Singapore's minimum market value implies a valuation of the target company of more than $1 billion, which is relatively hard to find among Southeast Asian companies, said Stefanie Yuen Thio, joint managing partner at legal firm TSMP Law Corp.
“The market expects and has priced in U.S.-style SPAC terms,” she said. “We need to be a ‘price taker' on this or risk missing the boat entirely.”
Depending on market feedback on the consultation, which is open until April 28, Singapore aims to have its framework in place by midyear, Tan Boon Gin, chief executive officer of SGX RegCo, said at a briefing last week. Hong Kong, meanwhile, is looking to have a consultation paper ready for feedback by June at the earliest, people familiar have said.
SPACS raise money from investors with a plan to acquire another company within two years. But a big concern now is that with boom in such deals, there will be few viable companies available for them to acquire down the line.
An index that tracks SPACs has slid 21% since mid-February.
Ronald Chan, founder and chief investment officer of the Hong Kong-based Chartwell Capital Ltd., said the city should avoid taking a leading role in SPACs, calling it a “massive bubble.”
In Hong Kong, there's also added concern of a set back in the financial hub's efforts to tame the wilder side of its market after years of combating shell companies that were seen as a hotbed for stock manipulation.
“The last thing we wish to see is to overthrow or disrupt the long, hard-earned effort against shell and reverse takeovers,” Chan said.
SPAC listings are spared from the level of scrutiny imposed in Hong Kong on a regular IPO, including stringent disclosures and due diligence by sponsors that could hold the banks themselves responsible.

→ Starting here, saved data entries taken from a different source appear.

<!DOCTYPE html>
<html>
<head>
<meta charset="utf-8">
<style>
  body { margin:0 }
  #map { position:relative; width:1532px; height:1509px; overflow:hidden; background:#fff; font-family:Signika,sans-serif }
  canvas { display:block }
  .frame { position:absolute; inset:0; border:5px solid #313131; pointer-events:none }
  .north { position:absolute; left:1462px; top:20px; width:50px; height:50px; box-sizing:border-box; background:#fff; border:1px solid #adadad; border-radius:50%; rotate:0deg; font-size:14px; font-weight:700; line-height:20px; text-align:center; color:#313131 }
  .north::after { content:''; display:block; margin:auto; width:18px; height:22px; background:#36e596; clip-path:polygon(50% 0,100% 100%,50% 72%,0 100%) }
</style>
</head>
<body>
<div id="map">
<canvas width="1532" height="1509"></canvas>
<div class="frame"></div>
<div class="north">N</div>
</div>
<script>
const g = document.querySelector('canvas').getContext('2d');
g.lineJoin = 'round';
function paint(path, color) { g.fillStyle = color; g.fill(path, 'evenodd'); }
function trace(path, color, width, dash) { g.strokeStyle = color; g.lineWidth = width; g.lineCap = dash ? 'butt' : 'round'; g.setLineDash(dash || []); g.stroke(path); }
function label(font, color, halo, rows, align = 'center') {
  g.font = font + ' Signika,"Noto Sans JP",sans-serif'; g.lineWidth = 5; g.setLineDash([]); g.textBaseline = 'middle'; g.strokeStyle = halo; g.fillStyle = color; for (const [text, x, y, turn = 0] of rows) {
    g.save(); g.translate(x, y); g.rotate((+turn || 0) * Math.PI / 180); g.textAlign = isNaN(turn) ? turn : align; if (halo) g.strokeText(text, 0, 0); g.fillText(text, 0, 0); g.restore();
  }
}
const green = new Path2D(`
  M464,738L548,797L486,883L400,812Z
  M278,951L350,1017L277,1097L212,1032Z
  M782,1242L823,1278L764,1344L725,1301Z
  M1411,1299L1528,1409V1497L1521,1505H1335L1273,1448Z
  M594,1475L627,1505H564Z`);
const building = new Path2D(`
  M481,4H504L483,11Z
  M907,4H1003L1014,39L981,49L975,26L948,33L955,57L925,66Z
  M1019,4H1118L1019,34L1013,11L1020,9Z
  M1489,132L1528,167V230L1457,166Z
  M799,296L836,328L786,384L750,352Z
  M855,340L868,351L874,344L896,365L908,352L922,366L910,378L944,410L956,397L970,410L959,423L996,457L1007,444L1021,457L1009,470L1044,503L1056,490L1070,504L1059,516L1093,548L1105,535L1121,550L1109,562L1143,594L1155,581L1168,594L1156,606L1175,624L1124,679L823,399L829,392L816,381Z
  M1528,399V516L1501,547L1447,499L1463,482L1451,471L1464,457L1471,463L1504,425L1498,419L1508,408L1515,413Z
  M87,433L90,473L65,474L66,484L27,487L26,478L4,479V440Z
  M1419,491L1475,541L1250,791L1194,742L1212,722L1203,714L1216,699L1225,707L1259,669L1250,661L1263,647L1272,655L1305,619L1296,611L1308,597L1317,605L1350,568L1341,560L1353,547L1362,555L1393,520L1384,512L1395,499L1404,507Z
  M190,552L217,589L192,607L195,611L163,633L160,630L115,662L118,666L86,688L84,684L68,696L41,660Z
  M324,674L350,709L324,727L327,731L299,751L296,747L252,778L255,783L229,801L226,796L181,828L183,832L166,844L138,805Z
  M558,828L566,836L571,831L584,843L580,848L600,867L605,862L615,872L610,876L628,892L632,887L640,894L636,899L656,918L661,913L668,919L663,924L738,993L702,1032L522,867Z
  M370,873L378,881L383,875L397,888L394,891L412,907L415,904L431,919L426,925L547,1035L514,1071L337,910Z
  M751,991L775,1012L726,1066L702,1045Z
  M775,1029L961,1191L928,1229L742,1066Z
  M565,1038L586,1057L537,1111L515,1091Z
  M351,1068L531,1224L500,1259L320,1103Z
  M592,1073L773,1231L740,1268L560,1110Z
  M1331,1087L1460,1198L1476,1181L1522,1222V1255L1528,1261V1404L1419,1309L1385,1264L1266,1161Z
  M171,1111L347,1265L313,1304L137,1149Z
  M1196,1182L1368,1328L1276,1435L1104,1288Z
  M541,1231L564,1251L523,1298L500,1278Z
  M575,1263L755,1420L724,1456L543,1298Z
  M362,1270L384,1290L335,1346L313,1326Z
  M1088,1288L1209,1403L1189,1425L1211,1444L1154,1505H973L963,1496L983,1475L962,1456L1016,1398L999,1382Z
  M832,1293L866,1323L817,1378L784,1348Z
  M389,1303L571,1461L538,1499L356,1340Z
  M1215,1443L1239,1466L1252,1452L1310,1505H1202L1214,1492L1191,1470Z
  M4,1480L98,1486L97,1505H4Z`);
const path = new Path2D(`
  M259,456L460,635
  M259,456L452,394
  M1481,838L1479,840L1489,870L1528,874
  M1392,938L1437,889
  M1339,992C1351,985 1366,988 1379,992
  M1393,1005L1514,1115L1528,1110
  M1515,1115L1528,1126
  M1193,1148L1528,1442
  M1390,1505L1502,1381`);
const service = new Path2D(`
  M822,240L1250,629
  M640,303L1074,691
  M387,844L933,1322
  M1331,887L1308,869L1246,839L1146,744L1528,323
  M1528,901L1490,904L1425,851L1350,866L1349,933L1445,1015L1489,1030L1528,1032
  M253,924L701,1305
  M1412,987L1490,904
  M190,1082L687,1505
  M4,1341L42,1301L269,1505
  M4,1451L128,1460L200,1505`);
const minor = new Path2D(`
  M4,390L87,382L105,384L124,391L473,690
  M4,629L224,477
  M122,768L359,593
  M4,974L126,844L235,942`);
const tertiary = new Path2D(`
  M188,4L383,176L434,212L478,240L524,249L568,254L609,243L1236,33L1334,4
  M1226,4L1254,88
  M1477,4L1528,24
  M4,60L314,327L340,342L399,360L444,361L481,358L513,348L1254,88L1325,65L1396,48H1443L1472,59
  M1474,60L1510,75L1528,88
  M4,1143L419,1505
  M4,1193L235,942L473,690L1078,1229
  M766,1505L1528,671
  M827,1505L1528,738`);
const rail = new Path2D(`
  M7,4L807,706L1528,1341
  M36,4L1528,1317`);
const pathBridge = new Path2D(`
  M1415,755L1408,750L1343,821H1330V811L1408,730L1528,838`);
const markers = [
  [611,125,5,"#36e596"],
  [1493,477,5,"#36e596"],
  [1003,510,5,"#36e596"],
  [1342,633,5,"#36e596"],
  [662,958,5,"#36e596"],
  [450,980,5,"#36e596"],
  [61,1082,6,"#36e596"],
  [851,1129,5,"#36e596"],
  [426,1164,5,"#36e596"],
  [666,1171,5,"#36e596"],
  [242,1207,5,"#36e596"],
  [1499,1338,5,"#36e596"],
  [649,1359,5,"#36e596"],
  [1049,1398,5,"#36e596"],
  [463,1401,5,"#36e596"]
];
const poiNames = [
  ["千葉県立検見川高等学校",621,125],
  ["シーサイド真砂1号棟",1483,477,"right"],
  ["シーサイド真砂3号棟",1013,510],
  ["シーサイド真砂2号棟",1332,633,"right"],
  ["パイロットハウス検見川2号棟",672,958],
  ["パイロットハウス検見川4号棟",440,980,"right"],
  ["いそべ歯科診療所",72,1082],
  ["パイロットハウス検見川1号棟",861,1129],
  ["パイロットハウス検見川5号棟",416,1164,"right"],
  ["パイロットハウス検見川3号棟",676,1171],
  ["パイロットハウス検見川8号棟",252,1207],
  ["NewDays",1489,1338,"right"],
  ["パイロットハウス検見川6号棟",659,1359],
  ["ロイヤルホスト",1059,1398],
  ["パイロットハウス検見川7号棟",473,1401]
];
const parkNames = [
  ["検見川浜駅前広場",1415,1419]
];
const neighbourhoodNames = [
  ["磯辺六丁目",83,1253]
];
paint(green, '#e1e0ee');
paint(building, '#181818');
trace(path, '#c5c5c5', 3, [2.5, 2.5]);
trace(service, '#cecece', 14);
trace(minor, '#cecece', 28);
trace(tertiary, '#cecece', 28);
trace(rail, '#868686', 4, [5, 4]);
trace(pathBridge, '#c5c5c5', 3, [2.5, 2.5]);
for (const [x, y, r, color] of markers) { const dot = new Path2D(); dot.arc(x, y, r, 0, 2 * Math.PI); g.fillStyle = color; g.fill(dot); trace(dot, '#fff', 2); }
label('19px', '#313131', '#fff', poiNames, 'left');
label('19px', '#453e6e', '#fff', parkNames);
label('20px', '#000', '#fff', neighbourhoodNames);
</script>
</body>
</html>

That's a concern for investors, said Christine Chow, a board director at london-based International Corporate Governance Network, whose members represent more than $54 trillion in assets under management. “Without that transparency, investors might be buying into the brand name of a private equity firm or a star CEO or founder,” Chow said.

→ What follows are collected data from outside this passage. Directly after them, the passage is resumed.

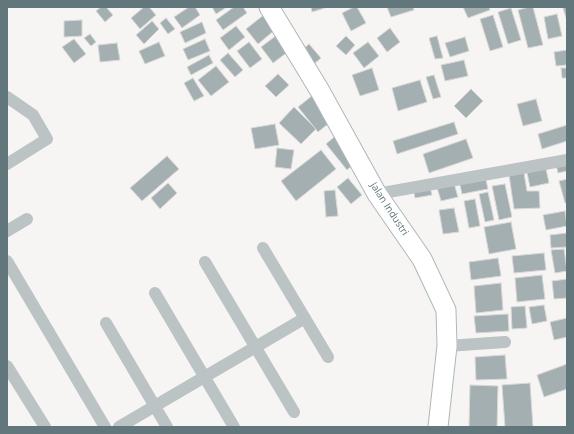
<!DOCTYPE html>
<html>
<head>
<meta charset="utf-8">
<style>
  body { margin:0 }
  #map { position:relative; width:574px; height:434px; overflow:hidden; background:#f6f5f3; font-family:"Open Sans",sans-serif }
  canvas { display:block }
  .frame { position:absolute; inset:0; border:8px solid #62777c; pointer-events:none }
</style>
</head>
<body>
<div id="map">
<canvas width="574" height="434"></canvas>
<div class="frame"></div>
</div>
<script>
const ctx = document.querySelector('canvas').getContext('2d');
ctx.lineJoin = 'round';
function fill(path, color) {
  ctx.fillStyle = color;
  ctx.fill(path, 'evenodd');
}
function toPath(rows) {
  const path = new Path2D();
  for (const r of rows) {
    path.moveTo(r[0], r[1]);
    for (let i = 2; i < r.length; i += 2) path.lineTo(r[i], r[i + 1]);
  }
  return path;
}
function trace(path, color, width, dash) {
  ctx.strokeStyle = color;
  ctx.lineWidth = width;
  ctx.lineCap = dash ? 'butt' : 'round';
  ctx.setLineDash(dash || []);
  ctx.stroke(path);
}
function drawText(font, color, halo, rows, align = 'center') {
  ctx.font = font + ' "Open Sans",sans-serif';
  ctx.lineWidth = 4;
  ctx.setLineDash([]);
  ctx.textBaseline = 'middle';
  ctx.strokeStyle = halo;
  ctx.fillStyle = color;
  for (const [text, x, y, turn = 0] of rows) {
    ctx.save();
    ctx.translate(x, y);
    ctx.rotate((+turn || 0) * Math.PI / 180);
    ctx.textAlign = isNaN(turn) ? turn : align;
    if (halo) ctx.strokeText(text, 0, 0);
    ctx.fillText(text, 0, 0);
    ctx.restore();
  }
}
const building = toPath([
  [101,7,106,7,113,15,105,22,96,11,101,7],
  [144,7,149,7,156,15,140,29,131,18,144,7],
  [189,7,195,7,200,15,182,28,174,17,189,7],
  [212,7,227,7,216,14,212,7],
  [234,7,243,7,247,13,223,30,216,20,234,7],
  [311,7,328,7,312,12,311,7],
  [354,7,357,7,366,23,351,31,342,13,354,7],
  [387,7,413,7,414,10,391,17,387,7],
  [463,7,489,7,490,10,468,18,463,7],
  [529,7,533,7,543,45,528,48,518,10,529,7],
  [567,7,567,21,563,8,567,7],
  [511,8,521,40,508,44,498,12,511,8],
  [265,14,276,29,258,44,246,29,265,14],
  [557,14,562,36,548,39,544,17,557,14],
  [493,15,503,47,490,51,480,19,493,15],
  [166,18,175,29,168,34,160,23,166,18],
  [82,20,82,36,64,37,64,21,82,20],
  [152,21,159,29,144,44,136,35,152,21],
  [202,22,206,33,185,43,180,32,202,22],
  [236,26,245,37,229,50,220,38,236,26],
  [390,28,400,42,387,52,377,38,390,28],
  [285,29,297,45,273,63,261,47,285,29],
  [90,34,96,42,91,46,84,38,90,34],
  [346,36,355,45,346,55,336,46,346,36],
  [437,36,443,58,435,59,429,38,437,36],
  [465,37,469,51,450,57,445,43,465,37],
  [74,39,86,54,74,63,62,47,74,39],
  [205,39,210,51,188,60,183,49,205,39],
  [159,42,165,56,145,64,139,51,159,42],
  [249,42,262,59,250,68,237,51,249,42],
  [368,42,379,56,364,68,353,53,368,42],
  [117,43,120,60,100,62,98,45,117,43],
  [309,44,321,58,306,71,294,57,309,44],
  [567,50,567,65,556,66,554,52,567,50],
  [228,53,243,70,235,77,220,60,228,53],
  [209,55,213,63,191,75,187,67,209,55],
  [464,60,468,76,445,81,441,65,464,60],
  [216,66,229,82,211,96,198,80,216,66],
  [372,68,379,90,360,96,352,75,372,68],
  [561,68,567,68,567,78,562,78,561,68],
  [278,74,289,85,276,97,265,86,278,74],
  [434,75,441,97,433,99,426,77,434,75],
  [193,78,204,96,194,101,184,83,193,78],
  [420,80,427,102,398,111,392,88,420,80],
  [471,89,483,101,466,118,454,106,471,89],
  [318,91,338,116,318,132,298,107,318,91],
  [536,99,542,121,523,126,517,104,536,99],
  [294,107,316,129,301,144,279,123,294,107],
  [454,122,458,134,397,154,393,141,454,122],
  [275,124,279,145,255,149,251,128,275,124],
  [567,125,567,141,542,149,538,134,567,125],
  [341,131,362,157,347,170,326,144,341,131],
  [466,139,473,158,429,173,423,154,466,139],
  [277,148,294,150,291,169,275,167,277,148],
  [321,150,336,169,296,201,281,181,321,150],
  [167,156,179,169,142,201,130,188,167,156],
  [567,157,567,171,558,173,555,160,567,157],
  [545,164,549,183,530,187,526,168,545,164],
  [484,171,488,189,462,194,458,176,484,171],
  [524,173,527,191,539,191,540,208,514,209,509,175,524,173],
  [348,178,362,195,351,204,337,187,348,178],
  [567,179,567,203,565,203,559,181,567,179],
  [453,180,458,197,441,201,436,184,453,180],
  [168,183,177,193,160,209,151,198,168,183],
  [429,184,432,195,415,198,413,187,429,184],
  [505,184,512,217,499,220,492,186,505,184],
  [335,190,338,216,326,217,324,191,335,190],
  [488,192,494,220,485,222,479,194,488,192],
  [475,199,480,226,469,228,464,201,475,199],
  [454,208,459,232,443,234,439,210,454,208],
  [565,211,567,226,546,230,543,215,565,211],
  [511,222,516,249,489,254,484,227,511,222],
  [567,233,567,247,551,248,550,235,567,233],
  [564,249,567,271,555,273,551,250,564,249],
  [544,253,546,270,514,273,512,256,544,253],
  [498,258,501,276,471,280,469,262,498,258],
  [542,275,545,299,517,302,515,278,542,275],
  [567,279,567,298,554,299,552,281,567,279],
  [501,283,503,310,476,313,474,286,501,283],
  [544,305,547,321,532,324,529,307,544,305],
  [525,306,527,328,512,329,511,307,525,306],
  [508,314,509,331,476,333,474,316,508,314],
  [567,318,567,337,554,340,550,322,567,318],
  [505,355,507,379,476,380,475,357,505,355],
  [567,364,567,389,544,397,537,375,567,364],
  [530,383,533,427,505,427,502,385,530,383],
  [470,385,498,386,497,427,469,427,470,385]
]);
fill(building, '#a4afb2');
trace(building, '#d7d7d5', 1);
const primary = toPath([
  [269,7,320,91,377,194,422,259,446,310,447,346,438,427]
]);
trace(primary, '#b0b7b9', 21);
trace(toPath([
  [7,97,33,115,47,139,7,164],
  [377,194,567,160],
  [7,231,27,219],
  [263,248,328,357],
  [7,261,105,427],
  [205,262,294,412],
  [155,293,234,427],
  [106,323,167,427],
  [447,346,505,342],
  [7,366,45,427],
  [119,427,305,318]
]), '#bcc3c4', 12);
trace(primary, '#fff', 19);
drawText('10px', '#62777c', '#fff', [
  ["Jalan Industri",389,209,57]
]);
</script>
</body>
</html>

Hong Kong is now losing out on deal from some of its biggest names such as Adrian Cheng, who are preparing to or have raised such funds in the U.S. Horizon Ventures, a firm backed by billionaire Li Ka-shing, this year took its three financial technology holdings — Hippo Enterprises inc., doma and Bakkt — public in SPACs deals valued at $10 billion in total.
Listing through a SPAC can be completed in a matter of weeks compared with the 12 months it would take to go public in the regular way.
But Hong Kong's legal framework also offers other hurdles. In the U.S. investors are able to seek class action suits against wrongful statements, enabling market regulators there to have a lighter touch.
Chartwell Capital's Chan said Hong Kong can take a roundabout approach and still benefit from the boom.
He proposed the city should look at setting up a “SPAC Connect” system where investors could access and trade SPACs listed elsewhere, offloading the regulatory burden of accounting fraud and insider trading to the foreign venues.